Stripping content using regular expressions in python

Question

I'm trying to solely use the re module to extract text from an rss feed. So far i've extracted the description using findall but i don't know where to go from here. So far i've written:

url = 'http://www.theguardian.com/sport/rss'
open_page = urlopen(url)
html_code = open_page.read()
open_page.close()

descriptions = re.findall(r'<description>(.*?)</description>',html_code)

for description in descriptions:
    if 'Latest news and features from theguardian.com' in description:
        pass
    else:
        print "Description:" ,description

This code gives the following output:

Description: Wales 0-0 Bosnia-Herzegovina&lt;p&gt;It was not &lt;a href="http://www.theguardian.com/football/2014/oct/09/wales-bosnia-chris-coleman-euro-2016-qualifier" title=""&gt;the victory that Chris Coleman, his players and the home supporters craved&lt;/a&gt; to ignite hopes of qualifying for the European Championships in France but this may well turn out to be a precious point for Wales. Ashley Williams and Hal Robson-Kanu will have sleepless nights about the glorious chances they squandered late on but at the other end of the pitch it was impossible to overlook the outstanding contribution Wayne Hennessey made in goal.&lt;/p&gt;&lt;p&gt;Unable to get into the Crystal Palace team at the moment, Hennessey produced half a dozen crucial stops here, including a triple save early in the second half and  perhaps most memorably of all  flicked Miralem Pjanics 30-yard free-kick over the bar eight minutes from time, when the Bosnia playmaker looked to have found the top corner.&lt;/p&gt; &lt;a href="http://www.theguardian.com/football/2014/oct/10/wales-bosnia-herzegovina-euro-2016-qualifying"&gt;Continue reading...&lt;/a&gt;

I was wondering what regular expressions could i use to take all the tags out of this and leave plain text (a few sentences at the most). Can anyone help me out?

Also i understand it would be easier to use beautifulsoup or htmlparser but i'm just trying to use re.

Just a few sentences from the text (a description). e.g. "Ashley Williams and Hal Robson-Kanu will have sleepless nights about the glorious chances they squandered late on but at the other end of the pitch it was impossible to overlook the outstanding contribution Wayne Hennessey made in goal." — user2747367, Oct 11 '14 at 06:20

score 1 · Answer 1 · answered Oct 11 '14 at 06:22

The problem is that there is an HTML code inside every description tag.

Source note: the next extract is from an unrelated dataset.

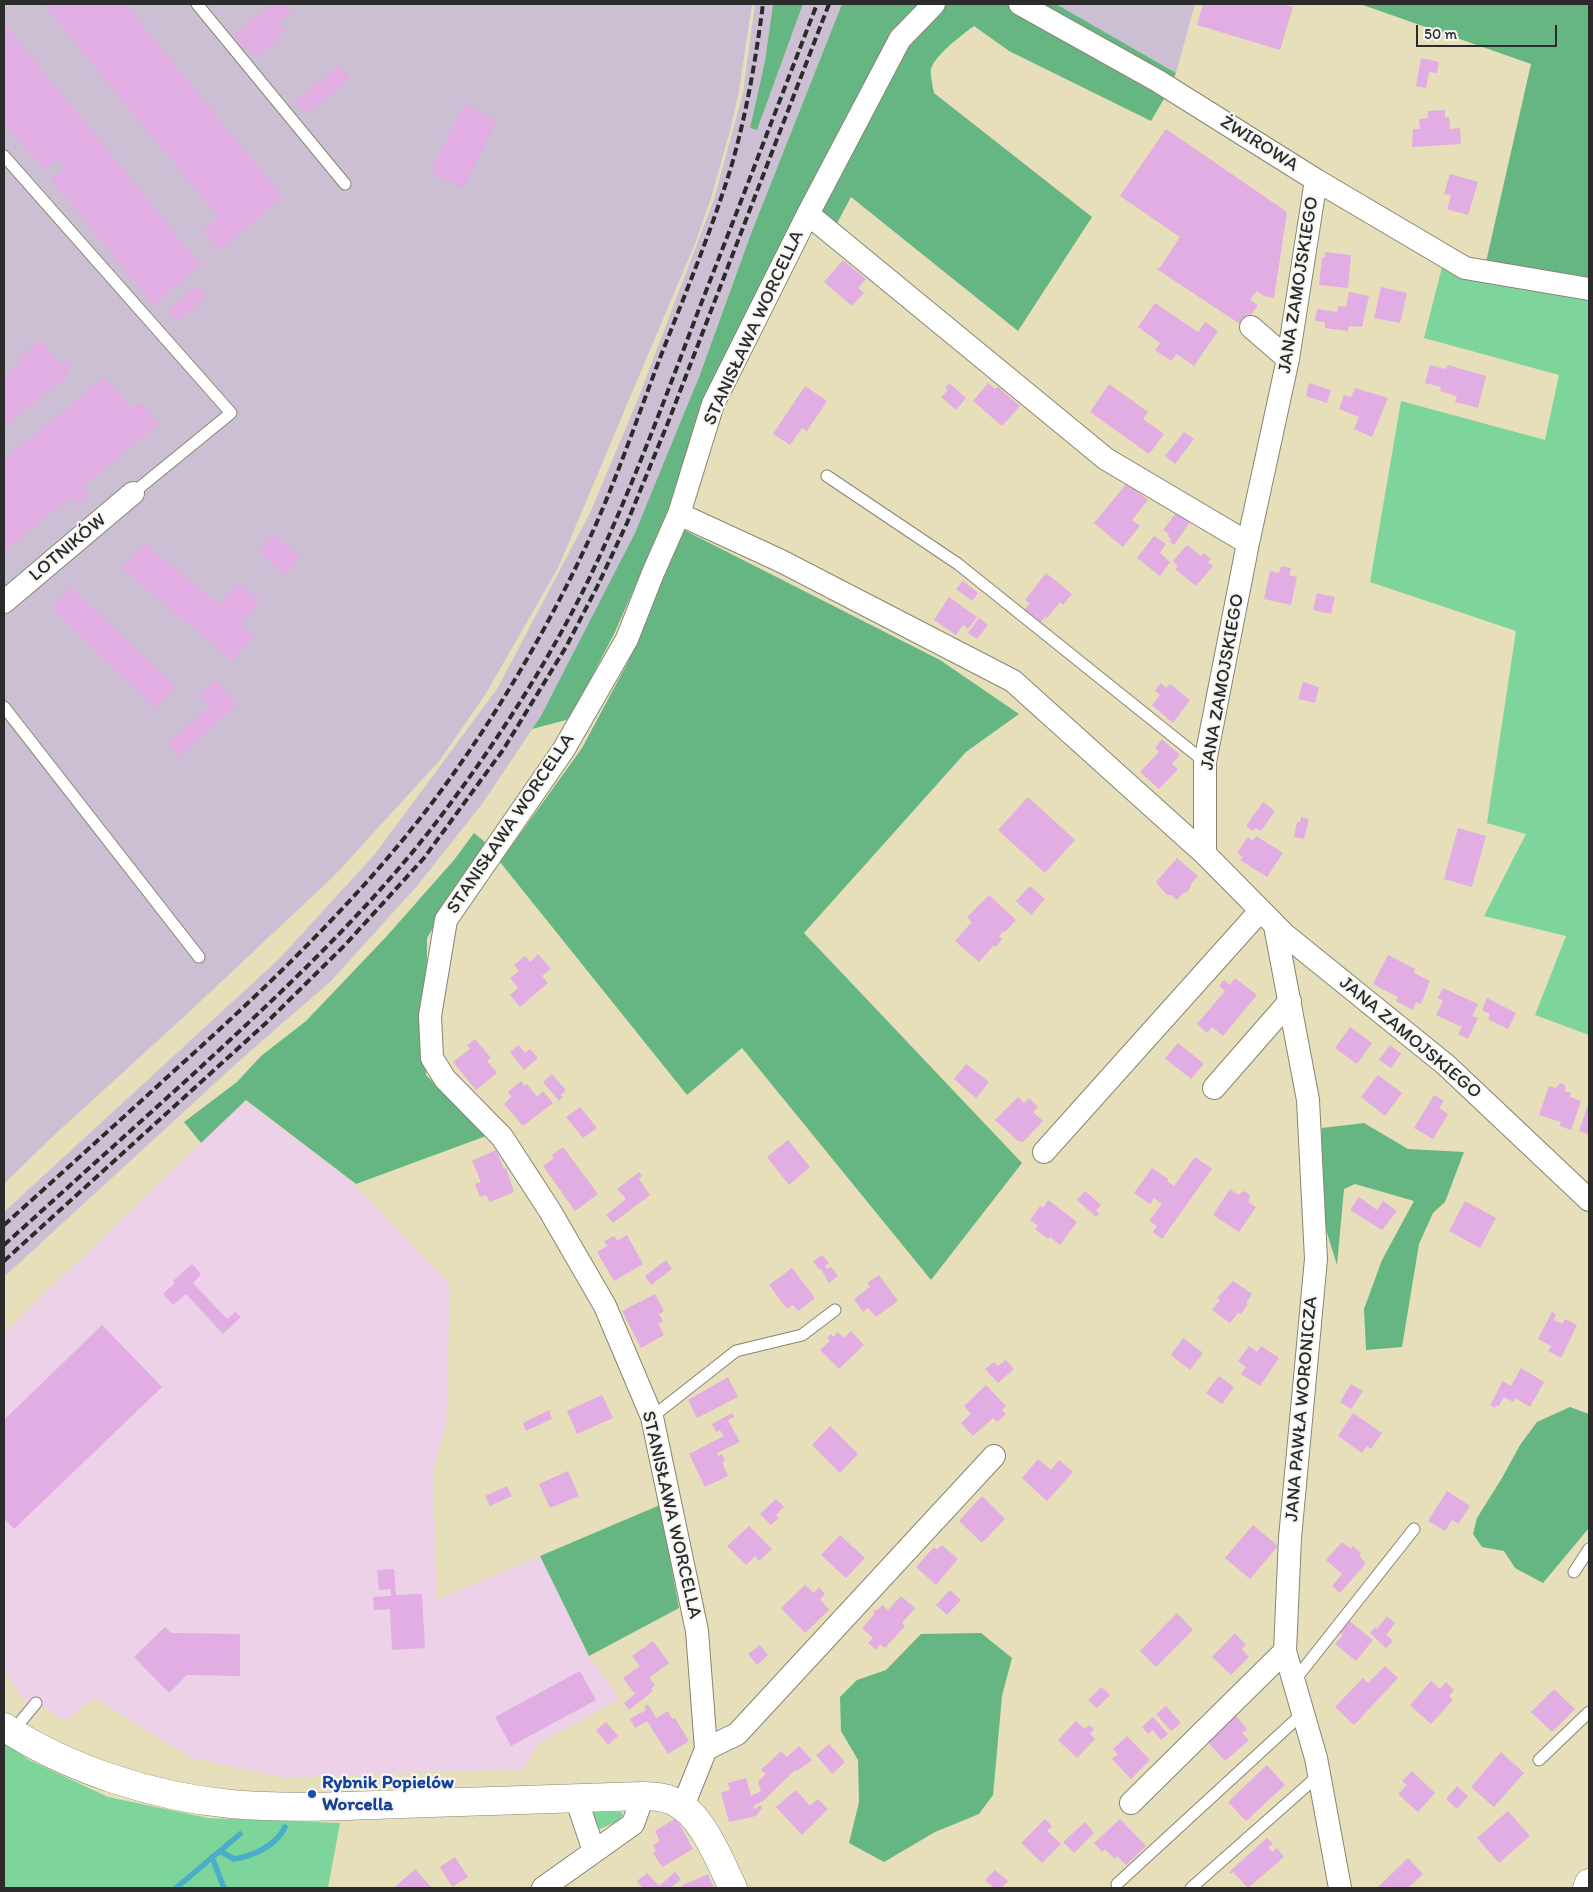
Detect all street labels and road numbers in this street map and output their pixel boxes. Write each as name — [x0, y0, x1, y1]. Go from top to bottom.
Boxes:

Here how you can find all description tags using BeautifulSoup, load them into separate BeautifulSoup objects and get the text:

from urllib2 import urlopen
from bs4 import BeautifulSoup

url = 'http://www.theguardian.com/sport/rss'
soup = BeautifulSoup(urlopen(url))

for description in soup.find_all('description'):
    print BeautifulSoup(description.text).text

Prints:

Latest news and features from theguardian.com, the world's leading liberal voice
Raheem Sterling and Calum Chambers making senior mark Players dont reach their best until theyre 27 or 28 Euro 2016 qualifier match report: England 5-0 San MarinoRoy Hodgson has admitted his successor as England manager may be the chief beneficiary of the crop of young players already making their mark in the senior team as the national set-up makes plans beyond the 2016 European Championships.The squad travel to Estonia on Saturday before their latest qualifying game having established themselves at the top of Group E and with a number of bright young things seizing their opportunity to establish credentials at the higher level. The team will be tested sternly in prestigious friendly fixtures over the next two years, with Italy confirmed as opponents next March, likely to be played in Turin, and negotiations close to conclusion to play France at the Stade de France, either in November 2015 or the March before the tournament. Continue reading...
...

nu11p01n73R · Accepted Answer · 2014-10-11T08:52:21.763

1

Your regex is fine. All you need to do is to get rid of all the tags within your description as well. The re.sub function can help you on this

>>>re.sub("<.*?>","","<h1>heading</h1>")
 heading

here <.?*> matches any html tag, and replace it with ""

The code can be edited as

url = 'http://www.theguardian.com/sport/rss'
open_page = urlopen(url)
html_code = open_page.read()
open_page.close()

descriptions = re.findall(r'<description>(.*?)</description>',html_code)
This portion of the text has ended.